╭─ Input material

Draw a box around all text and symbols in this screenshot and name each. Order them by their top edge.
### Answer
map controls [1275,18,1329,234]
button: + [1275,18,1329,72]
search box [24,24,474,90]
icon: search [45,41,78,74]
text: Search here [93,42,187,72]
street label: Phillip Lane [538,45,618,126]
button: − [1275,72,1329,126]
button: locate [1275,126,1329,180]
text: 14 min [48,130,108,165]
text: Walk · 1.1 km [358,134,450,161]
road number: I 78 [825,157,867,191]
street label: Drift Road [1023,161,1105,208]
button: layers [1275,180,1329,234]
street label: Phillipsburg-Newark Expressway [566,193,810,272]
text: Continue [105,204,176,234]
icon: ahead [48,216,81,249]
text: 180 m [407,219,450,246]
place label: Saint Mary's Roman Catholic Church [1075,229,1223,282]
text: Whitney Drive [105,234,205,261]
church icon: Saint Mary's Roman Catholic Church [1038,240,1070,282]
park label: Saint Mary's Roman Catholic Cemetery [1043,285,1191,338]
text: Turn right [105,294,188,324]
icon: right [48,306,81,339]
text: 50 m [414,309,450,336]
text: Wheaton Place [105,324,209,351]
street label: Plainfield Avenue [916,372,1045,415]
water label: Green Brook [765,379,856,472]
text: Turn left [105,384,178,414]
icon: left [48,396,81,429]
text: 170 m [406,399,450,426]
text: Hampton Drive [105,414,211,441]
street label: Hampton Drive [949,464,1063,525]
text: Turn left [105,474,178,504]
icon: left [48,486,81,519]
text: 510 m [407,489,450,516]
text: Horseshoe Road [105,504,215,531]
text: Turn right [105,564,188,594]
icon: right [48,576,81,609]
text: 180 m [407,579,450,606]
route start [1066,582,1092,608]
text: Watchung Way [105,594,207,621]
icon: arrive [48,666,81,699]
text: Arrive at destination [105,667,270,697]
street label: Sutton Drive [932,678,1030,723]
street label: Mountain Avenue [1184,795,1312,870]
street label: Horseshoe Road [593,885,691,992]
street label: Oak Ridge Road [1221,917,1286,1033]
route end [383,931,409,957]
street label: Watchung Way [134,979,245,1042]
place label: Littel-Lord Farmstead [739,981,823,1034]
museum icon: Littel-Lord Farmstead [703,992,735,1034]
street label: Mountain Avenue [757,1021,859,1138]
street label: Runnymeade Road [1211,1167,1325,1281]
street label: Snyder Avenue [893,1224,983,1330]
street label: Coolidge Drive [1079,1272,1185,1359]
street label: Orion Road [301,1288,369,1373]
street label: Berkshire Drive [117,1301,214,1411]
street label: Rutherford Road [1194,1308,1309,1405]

╰─

- _Problem requirements_:
Your task is to copy every record exactly.

- _Solution to the problem_:
Draw a box around all text and symbols in this screenshot and name each. Order them by their top edge.
### Answer
map controls [1275,18,1329,234]
button: + [1275,18,1329,72]
search box [24,24,474,90]
icon: search [45,41,78,74]
text: Search here [93,42,187,72]
street label: Phillip Lane [538,45,618,126]
button: − [1275,72,1329,126]
button: locate [1275,126,1329,180]
text: 14 min [48,130,108,165]
text: Walk · 1.1 km [358,134,450,161]
road number: I 78 [825,157,867,191]
street label: Drift Road [1023,161,1105,208]
button: layers [1275,180,1329,234]
street label: Phillipsburg-Newark Expressway [566,193,810,272]
text: Continue [105,204,176,234]
icon: ahead [48,216,81,249]
text: 180 m [407,219,450,246]
place label: Saint Mary's Roman Catholic Church [1075,229,1223,282]
text: Whitney Drive [105,234,205,261]
church icon: Saint Mary's Roman Catholic Church [1038,240,1070,282]
park label: Saint Mary's Roman Catholic Cemetery [1043,285,1191,338]
text: Turn right [105,294,188,324]
icon: right [48,306,81,339]
text: 50 m [414,309,450,336]
text: Wheaton Place [105,324,209,351]
street label: Plainfield Avenue [916,372,1045,415]
water label: Green Brook [765,379,856,472]
text: Turn left [105,384,178,414]
icon: left [48,396,81,429]
text: 170 m [406,399,450,426]
text: Hampton Drive [105,414,211,441]
street label: Hampton Drive [949,464,1063,525]
text: Turn left [105,474,178,504]
icon: left [48,486,81,519]
text: 510 m [407,489,450,516]
text: Horseshoe Road [105,504,215,531]
text: Turn right [105,564,188,594]
icon: right [48,576,81,609]
text: 180 m [407,579,450,606]
route start [1066,582,1092,608]
text: Watchung Way [105,594,207,621]
icon: arrive [48,666,81,699]
text: Arrive at destination [105,667,270,697]
street label: Sutton Drive [932,678,1030,723]
street label: Mountain Avenue [1184,795,1312,870]
street label: Horseshoe Road [593,885,691,992]
street label: Oak Ridge Road [1221,917,1286,1033]
route end [383,931,409,957]
street label: Watchung Way [134,979,245,1042]
place label: Littel-Lord Farmstead [739,981,823,1034]
museum icon: Littel-Lord Farmstead [703,992,735,1034]
street label: Mountain Avenue [757,1021,859,1138]
street label: Runnymeade Road [1211,1167,1325,1281]
street label: Snyder Avenue [893,1224,983,1330]
street label: Coolidge Drive [1079,1272,1185,1359]
street label: Orion Road [301,1288,369,1373]
street label: Berkshire Drive [117,1301,214,1411]
street label: Rutherford Road [1194,1308,1309,1405]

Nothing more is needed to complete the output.